Within the records below, find each line with the word "down" and copy it out.

_Supplied material_
▬▬▬▬▬▬▬▬▬▬

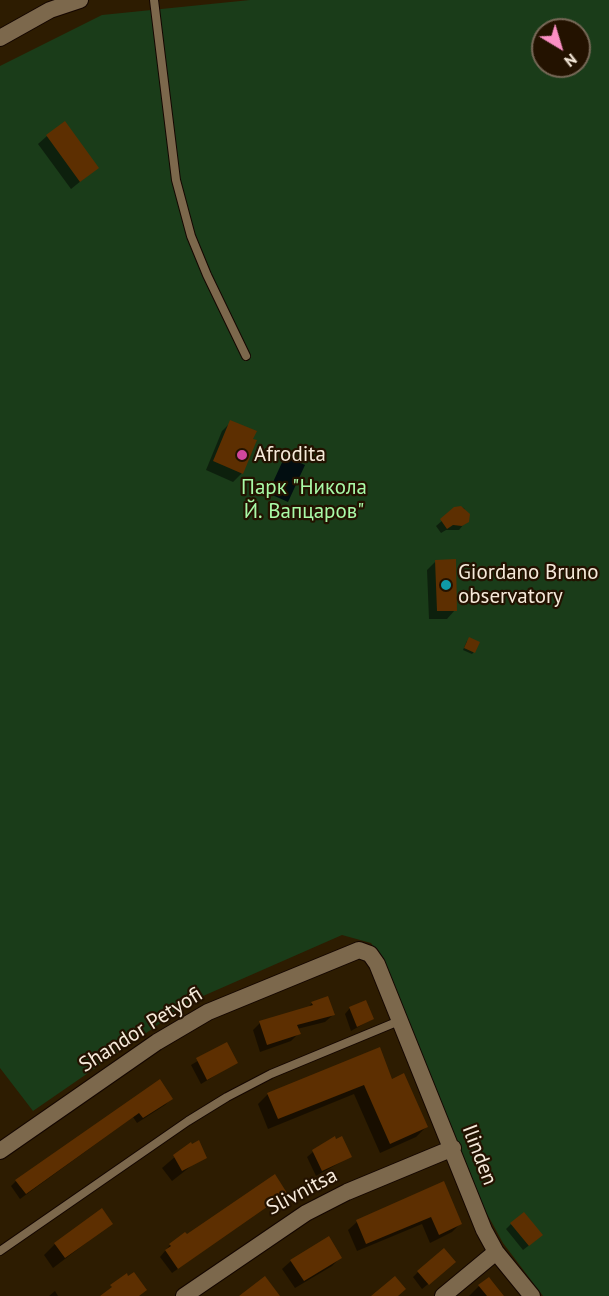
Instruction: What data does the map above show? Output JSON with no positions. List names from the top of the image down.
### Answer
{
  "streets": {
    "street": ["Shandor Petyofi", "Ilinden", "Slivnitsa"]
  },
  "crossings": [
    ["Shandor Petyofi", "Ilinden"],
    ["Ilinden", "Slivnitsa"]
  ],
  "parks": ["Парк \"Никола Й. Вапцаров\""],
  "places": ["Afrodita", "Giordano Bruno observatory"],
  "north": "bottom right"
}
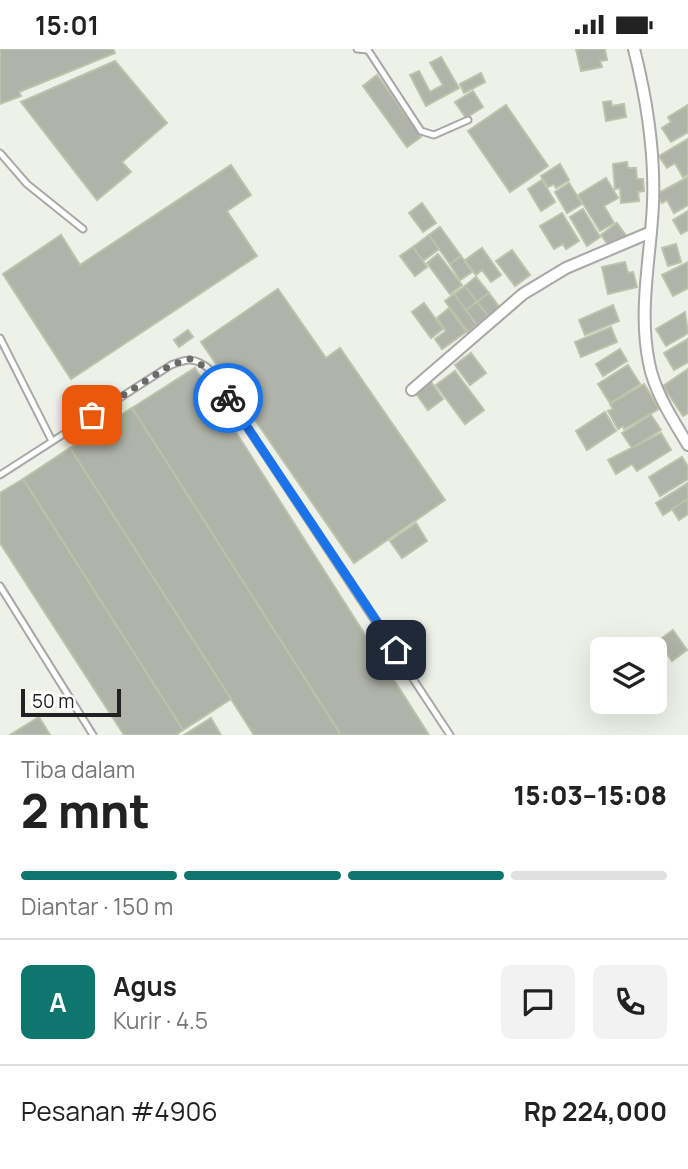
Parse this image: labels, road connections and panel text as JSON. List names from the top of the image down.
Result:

▬▬▬▬▬▬▬▬▬▬

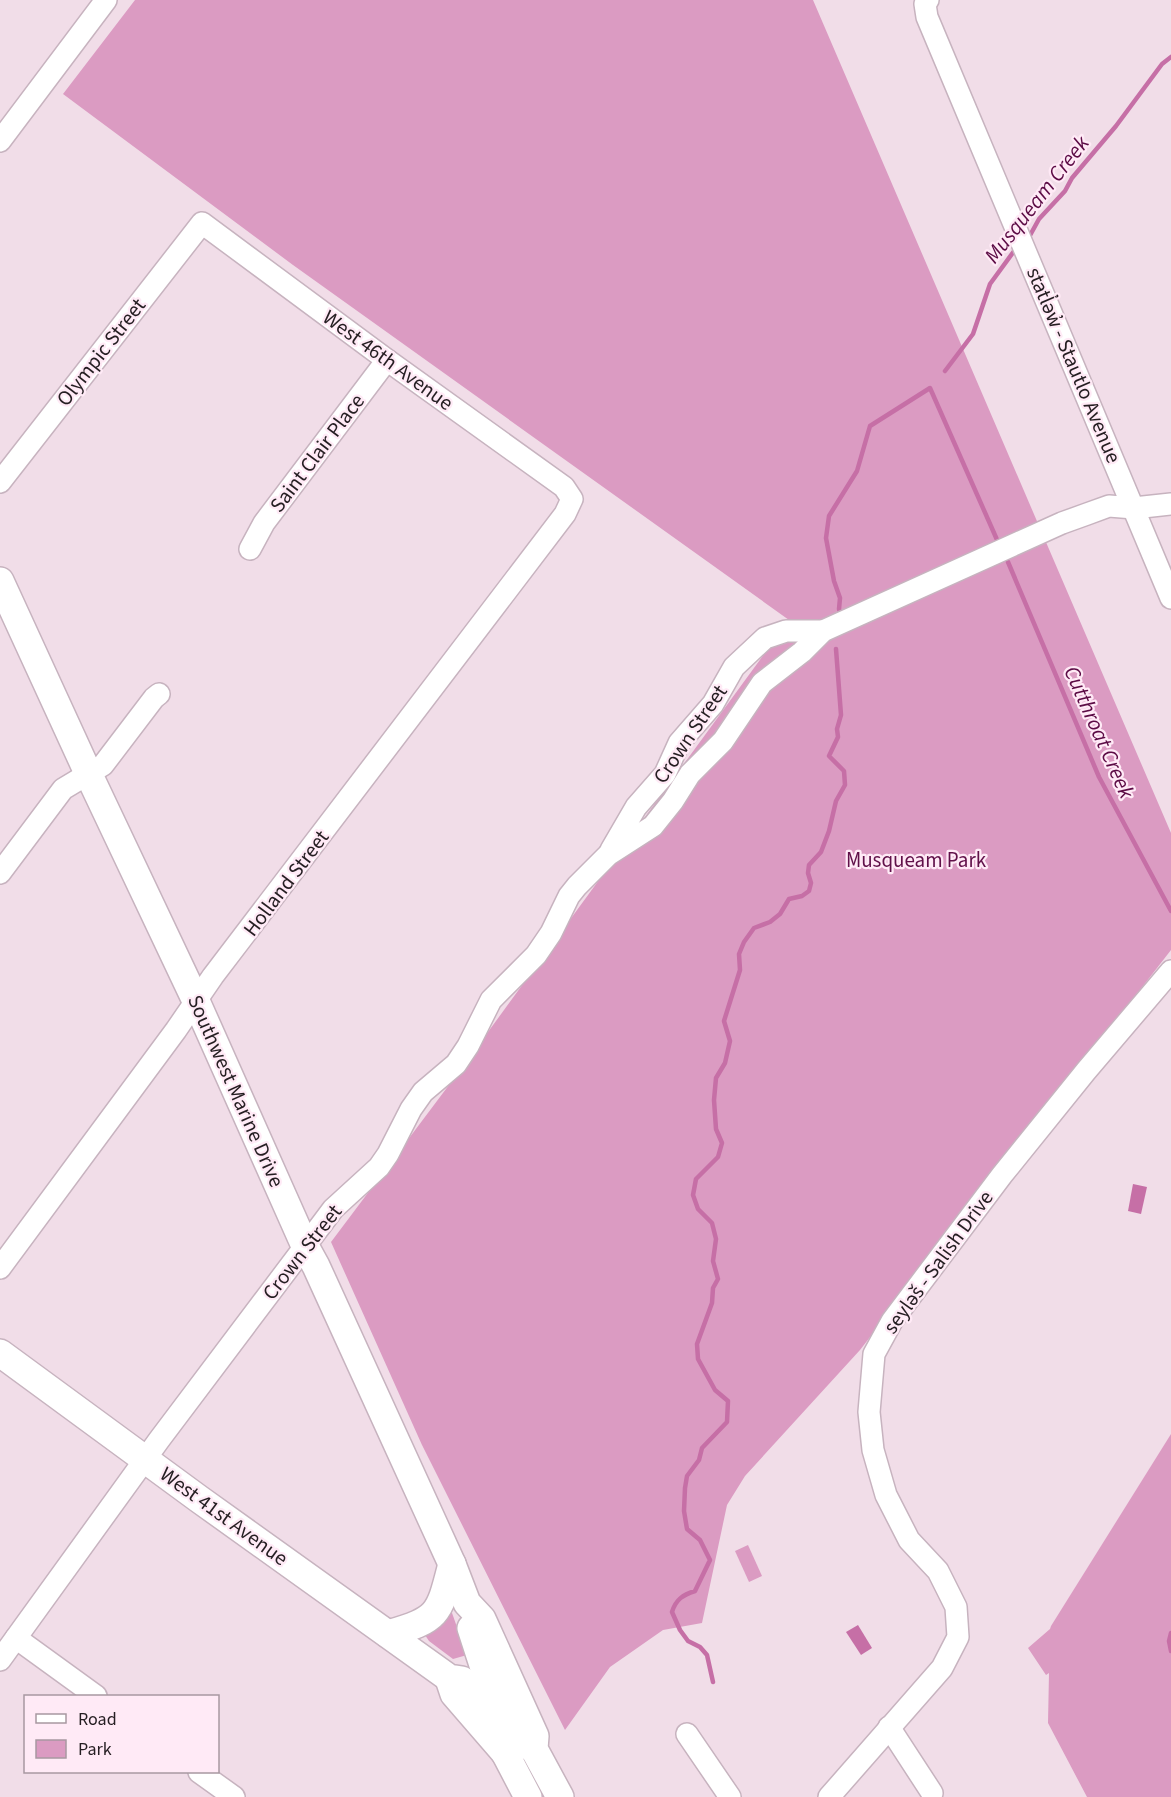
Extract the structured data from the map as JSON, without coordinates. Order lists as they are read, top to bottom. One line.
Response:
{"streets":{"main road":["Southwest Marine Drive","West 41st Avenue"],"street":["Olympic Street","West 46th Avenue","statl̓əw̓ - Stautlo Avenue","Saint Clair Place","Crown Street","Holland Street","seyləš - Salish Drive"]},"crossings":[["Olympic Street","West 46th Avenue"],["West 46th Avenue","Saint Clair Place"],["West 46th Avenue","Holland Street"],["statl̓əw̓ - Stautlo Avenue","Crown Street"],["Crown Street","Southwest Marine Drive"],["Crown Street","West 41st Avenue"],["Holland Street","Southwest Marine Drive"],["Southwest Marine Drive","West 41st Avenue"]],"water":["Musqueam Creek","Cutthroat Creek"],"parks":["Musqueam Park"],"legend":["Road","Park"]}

▬▬▬▬▬▬▬▬▬▬

_Response for this exercise_
Instruction: What data does the map above show? Output JSON with no positions. List names from the top of the image down.
Parse this image: labels, road connections and panel text as JSON. List names from the top of the image down.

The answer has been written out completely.